A Survey on LLM-based Conversational User Simulation
New taxonomy covers user granularity and simulation objectives for high-fidelity synthetic dialogue...
A large team of 30 researchers from institutions including Adobe Research, Amazon, and multiple universities has released a comprehensive survey on LLM-based conversational user simulation, now available on arXiv (arXiv:2604.24977). The paper, submitted in August 2025 and approved under survey MOD-81000, reviews how large language models enable high-fidelity generation of synthetic user conversations. The authors introduce a novel taxonomy that categorizes approaches by user granularity (e.g., individual vs. population-level simulation) and simulation objectives (e.g., task completion, persona consistency, or dialogue fluency).

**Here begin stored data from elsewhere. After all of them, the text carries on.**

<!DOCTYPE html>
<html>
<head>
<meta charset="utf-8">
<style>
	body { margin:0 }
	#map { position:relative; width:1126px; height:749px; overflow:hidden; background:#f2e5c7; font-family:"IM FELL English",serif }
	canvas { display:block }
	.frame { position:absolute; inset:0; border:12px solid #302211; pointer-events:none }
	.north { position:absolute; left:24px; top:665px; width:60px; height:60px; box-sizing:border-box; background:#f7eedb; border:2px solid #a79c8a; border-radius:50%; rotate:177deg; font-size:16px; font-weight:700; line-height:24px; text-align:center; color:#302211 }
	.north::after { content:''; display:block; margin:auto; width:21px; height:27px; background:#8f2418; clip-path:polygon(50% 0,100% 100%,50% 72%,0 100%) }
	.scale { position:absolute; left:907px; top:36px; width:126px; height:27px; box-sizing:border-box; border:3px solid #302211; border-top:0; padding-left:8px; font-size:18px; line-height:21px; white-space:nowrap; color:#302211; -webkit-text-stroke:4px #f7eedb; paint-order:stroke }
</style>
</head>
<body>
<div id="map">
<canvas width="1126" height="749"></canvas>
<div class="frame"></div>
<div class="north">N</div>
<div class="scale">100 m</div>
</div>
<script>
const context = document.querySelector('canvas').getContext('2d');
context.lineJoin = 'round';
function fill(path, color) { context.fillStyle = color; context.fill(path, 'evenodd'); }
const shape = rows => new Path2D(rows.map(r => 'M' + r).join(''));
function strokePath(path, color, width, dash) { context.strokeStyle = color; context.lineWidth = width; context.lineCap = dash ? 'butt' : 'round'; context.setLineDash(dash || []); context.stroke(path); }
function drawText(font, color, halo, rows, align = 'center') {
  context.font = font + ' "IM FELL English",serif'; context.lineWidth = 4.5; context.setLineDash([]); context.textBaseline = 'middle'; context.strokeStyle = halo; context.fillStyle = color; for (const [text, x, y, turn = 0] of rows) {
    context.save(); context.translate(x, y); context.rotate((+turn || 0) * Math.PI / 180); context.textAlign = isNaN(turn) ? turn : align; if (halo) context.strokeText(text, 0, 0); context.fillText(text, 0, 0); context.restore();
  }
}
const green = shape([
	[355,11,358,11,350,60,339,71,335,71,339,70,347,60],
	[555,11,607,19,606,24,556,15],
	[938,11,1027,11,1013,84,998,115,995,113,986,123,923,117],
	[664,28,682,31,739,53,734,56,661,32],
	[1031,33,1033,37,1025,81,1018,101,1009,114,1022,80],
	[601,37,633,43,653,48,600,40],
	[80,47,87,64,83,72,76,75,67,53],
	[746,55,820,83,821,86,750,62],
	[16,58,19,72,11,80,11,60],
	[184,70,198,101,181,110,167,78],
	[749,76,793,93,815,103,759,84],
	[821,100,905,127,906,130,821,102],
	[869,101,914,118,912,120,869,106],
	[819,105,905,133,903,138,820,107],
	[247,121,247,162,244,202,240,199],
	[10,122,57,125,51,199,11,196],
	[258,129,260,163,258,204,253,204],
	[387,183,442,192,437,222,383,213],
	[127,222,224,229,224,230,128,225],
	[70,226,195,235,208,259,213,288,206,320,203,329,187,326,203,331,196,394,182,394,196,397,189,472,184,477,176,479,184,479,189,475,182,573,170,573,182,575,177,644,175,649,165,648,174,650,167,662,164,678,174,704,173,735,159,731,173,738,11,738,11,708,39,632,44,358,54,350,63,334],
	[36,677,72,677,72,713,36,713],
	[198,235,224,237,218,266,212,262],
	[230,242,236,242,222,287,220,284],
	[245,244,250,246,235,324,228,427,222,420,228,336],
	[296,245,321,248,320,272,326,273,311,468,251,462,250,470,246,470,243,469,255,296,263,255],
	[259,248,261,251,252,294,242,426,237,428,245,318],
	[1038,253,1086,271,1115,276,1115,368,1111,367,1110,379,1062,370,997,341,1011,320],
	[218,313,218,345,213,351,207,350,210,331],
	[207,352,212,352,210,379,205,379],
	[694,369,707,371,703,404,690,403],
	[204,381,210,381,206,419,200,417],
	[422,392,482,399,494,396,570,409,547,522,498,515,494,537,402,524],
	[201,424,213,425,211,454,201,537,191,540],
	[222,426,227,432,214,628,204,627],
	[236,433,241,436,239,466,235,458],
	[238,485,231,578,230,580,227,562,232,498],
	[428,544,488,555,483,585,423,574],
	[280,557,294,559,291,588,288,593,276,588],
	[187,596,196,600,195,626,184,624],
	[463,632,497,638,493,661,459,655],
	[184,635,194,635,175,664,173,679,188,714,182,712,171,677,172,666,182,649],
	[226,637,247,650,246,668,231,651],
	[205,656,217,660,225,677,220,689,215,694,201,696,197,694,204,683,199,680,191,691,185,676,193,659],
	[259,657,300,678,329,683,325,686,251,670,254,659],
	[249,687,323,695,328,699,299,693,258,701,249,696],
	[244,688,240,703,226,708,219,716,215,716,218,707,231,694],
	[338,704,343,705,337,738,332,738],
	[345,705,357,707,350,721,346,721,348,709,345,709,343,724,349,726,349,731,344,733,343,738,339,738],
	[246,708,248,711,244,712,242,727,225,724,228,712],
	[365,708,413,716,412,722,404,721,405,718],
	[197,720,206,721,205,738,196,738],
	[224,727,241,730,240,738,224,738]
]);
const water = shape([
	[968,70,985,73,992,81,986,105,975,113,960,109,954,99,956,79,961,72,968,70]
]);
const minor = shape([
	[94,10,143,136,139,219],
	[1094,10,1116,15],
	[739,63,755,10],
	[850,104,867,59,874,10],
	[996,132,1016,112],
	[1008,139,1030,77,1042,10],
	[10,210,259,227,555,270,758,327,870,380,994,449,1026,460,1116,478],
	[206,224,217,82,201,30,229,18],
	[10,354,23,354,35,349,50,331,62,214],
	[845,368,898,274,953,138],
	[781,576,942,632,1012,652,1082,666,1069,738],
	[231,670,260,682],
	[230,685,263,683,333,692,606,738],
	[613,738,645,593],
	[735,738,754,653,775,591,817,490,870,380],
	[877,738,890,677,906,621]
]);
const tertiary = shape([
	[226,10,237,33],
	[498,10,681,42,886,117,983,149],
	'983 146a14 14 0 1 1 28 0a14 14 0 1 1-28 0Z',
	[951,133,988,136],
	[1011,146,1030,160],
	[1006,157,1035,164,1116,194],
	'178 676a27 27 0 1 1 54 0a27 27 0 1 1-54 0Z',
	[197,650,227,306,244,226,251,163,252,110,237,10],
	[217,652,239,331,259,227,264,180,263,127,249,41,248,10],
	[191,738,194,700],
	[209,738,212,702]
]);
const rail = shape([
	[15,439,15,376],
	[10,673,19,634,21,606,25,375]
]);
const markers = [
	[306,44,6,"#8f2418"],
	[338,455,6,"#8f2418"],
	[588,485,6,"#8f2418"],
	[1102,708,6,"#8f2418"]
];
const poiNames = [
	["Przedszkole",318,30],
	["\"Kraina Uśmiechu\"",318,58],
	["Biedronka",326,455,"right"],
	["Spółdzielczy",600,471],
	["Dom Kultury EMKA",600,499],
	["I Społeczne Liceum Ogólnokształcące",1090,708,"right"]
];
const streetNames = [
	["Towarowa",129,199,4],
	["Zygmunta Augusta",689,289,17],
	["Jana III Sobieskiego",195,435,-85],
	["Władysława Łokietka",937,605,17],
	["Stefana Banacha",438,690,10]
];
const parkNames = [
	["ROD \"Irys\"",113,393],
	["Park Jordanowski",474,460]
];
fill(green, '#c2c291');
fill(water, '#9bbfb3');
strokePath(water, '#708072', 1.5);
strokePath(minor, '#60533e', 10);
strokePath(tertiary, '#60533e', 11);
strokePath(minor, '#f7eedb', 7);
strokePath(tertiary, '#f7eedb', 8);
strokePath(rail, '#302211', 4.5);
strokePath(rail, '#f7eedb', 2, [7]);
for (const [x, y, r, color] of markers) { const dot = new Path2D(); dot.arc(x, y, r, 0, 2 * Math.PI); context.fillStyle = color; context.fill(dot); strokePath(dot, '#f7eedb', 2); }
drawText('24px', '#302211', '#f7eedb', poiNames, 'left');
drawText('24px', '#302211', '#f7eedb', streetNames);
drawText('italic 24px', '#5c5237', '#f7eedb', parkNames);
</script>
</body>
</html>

The survey systematically analyzes core techniques, including prompt engineering, fine-tuning strategies, and evaluation methodologies like automatic metrics and human judgment. It covers applications in human-computer interaction (cs.HC) and computation and language (cs.CL), highlighting how these simulations support chatbot training, virtual assistant testing, and user behavior modeling. The paper identifies open challenges such as handling long-tail user behaviors, ensuring diversity in generated dialogues, and developing standardized benchmarks. By organizing existing work under a unified framework, the survey aims to keep the research community informed and facilitate future advancements in conversational AI.
- 30 researchers from Adobe, Amazon, and universities collaborated on the survey
- Novel taxonomy covers user granularity (individual vs. population) and simulation objectives
- Identifies open challenges like long-tail behaviors and lack of standardized benchmarks
Why It Matters
Standardizes the chaotic field of LLM user simulation, accelerating chatbot and virtual assistant development.